Setup

Packages

library(pacman)
p_load(MASS, mice, psych, HH, ggplot2, readr, dplyr, magrittr, visreg, broom, purrr, tidyr, kirkegaard, DT, scales, purrr, ggpubr, jtools, huxtable, broom.mixed)

Data

Data retrieved from http://supp.apa.org/psycarticles/supplemental/ebs0000219/ebs0000219_supp.html.

AL <- read.csv("MMA_data_sexed_checked.csv")

For some reason this isn’t already in metric - or as Richardson calls it, “more rational units” - So I have to convert. I’ll also make subsets for men and women.

AL$Height <- AL$Height * 2.54; AL$Armspan <- AL$Armspan * 2.54; AL$Weight <- AL$Weight * 0.544
MAL <- subset(AL, sex == "male"); WAL <- subset(AL, sex == "female")
AL$sex %>% table2()
GroupCountPercent
male1.48e+0389.1
female181       10.9
0       0  

For some reason, Richardson writes “I validated the [sex assignment] algorithm’s accuracy by manually checking 50 randomly selected fighters from each inferred sex. Forty-four inferred females (88%) were indeed females (the 7 that weren’t were corrected)….” but 7 + 44 = 51. Nonetheless, I went through and checked everyone’s sex based on (1) recognizing their names (2) whether male or female classified fighters had feminine or masculine sounding names, respectively. The men seemed to be correctly classified, but Aleksa Camur, Takeya Mizugaki, Yuri Villefort, Tai Tuivasa, Stevie Ray, Callan Potter, Sage Northcutt, and Bristol Marunde were not. I did not do a complete check because that’s needlessly time consuming for a reanalysis, but I am reasonably confident that I have found most, if not all, of the errors. The table below will allow the data with these individuals’ proper sex to be downloaded and it will be given in metric initially rather than requiring conversion. I will perform all analyses using the provided data; the corrected data are provided below.

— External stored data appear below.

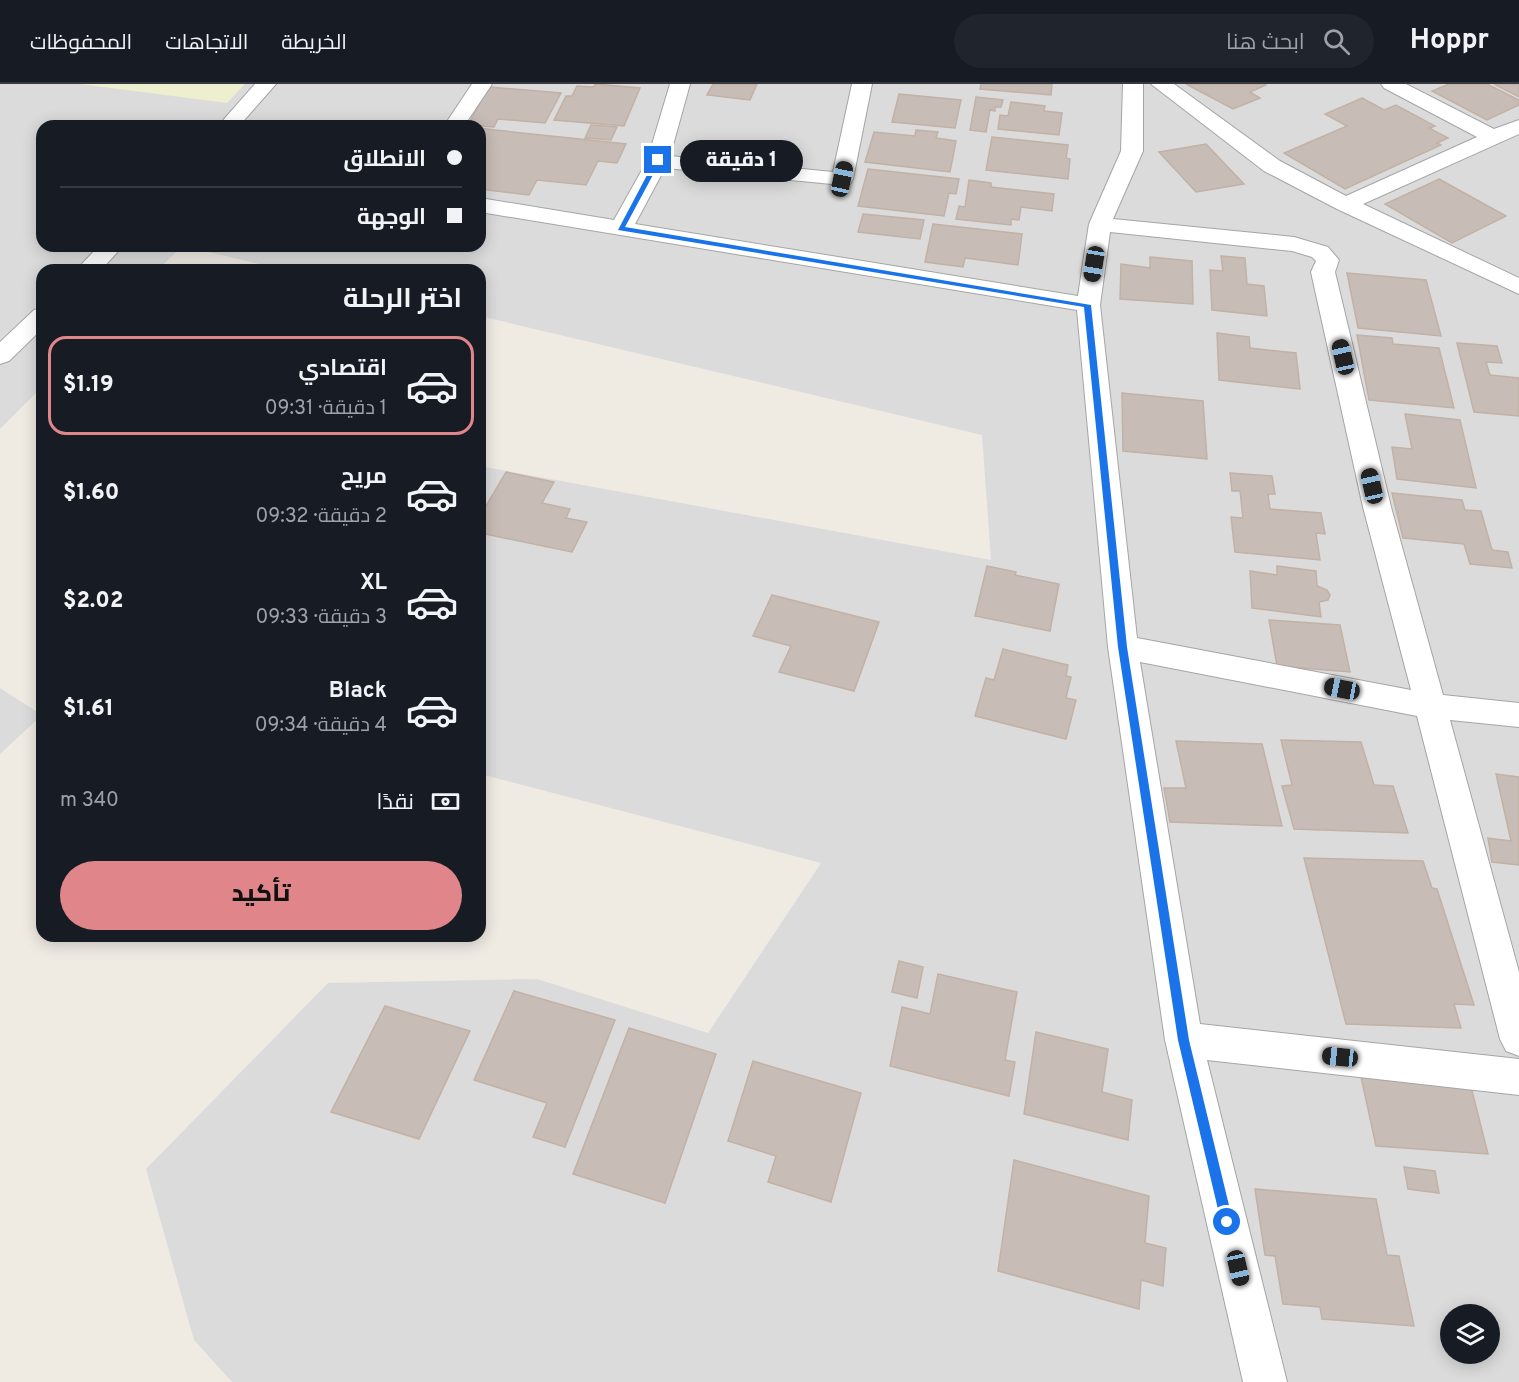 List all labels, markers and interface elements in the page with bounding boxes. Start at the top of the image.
search box [954,14,1374,68]
text: Hoppr [1410,23,1489,59]
icon: search [1320,25,1353,58]
text: المحفوظات [30,30,132,57]
text: الاتجاهات [165,30,248,57]
text: الخريطة [281,30,347,57]
text: ابحث هنا [1226,30,1305,57]
callout: 1 دقيقة [679,139,802,181]
route end [644,146,671,173]
text: الانطلاق [343,147,426,174]
text: 1 دقيقة [706,148,777,174]
car [829,160,855,198]
text: الوجهة [357,205,426,232]
car [1082,245,1106,283]
text: اختر الرحلة [343,283,462,317]
car [1330,337,1356,377]
text: اقتصادي [298,356,387,383]
icon: car [405,359,459,413]
text: $1.19 [63,372,114,399]
text: 1 دقيقة · 09:31 [265,396,387,422]
text: مريح [341,464,387,491]
car [1359,466,1385,506]
icon: car [405,467,459,521]
text: $1.60 [63,480,119,507]
text: 2 دقيقة · 09:32 [255,504,387,530]
text: XL [360,570,387,597]
icon: car [405,575,459,629]
text: $2.02 [63,588,123,615]
text: 3 دقيقة · 09:33 [255,605,387,631]
car [1323,677,1361,701]
text: Black [329,678,387,705]
icon: car [405,683,459,737]
text: $1.61 [63,696,114,723]
text: 4 دقيقة · 09:34 [255,713,387,739]
icon: cash [429,785,462,818]
text: 340 m [60,788,119,814]
text: نقدًا [376,790,414,817]
button: تأكيد [60,861,462,930]
car [1321,1046,1359,1068]
route start [1213,1208,1240,1235]
car [1225,1248,1251,1288]
map controls [1440,1304,1500,1364]
button: layers [1440,1304,1500,1364]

ALC <- read.csv("MMACorrect.csv"); ALC$Height <- ALC$Height * 2.54; ALC$Armspan <- ALC$Armspan * 2.54; ALC$Weight <- ALC$Weight *0.544
datatable(ALC, extensions = c("Buttons", "FixedColumns"), options = list(dom = 'Bfrtip', buttons = c('copy', 'csv', 'print'), scrollX = T, fixedColumns = list(leftColumns = 2)))

Motivation

Having frequently cited the advantages of arm length in bouts myself, the result by Richardson (2020) was intuitively plausible. However, the intercept in his regression was above 0.50, which signaled a problem to me (saw the paper at 12:42 and remarked about the problem at 12:45). In the real world all fights between two people that are not draws end with one winner and one loser. Therefore, the expected win percentage across all fighters is always 50%. Therefore, I sought to investigate whether there was selection by winningness into his sample. There is no means of deducing a relationship to sexual selection with this result, but that is a separate issue. The effect of this few misclassifications will presumably be quite modest.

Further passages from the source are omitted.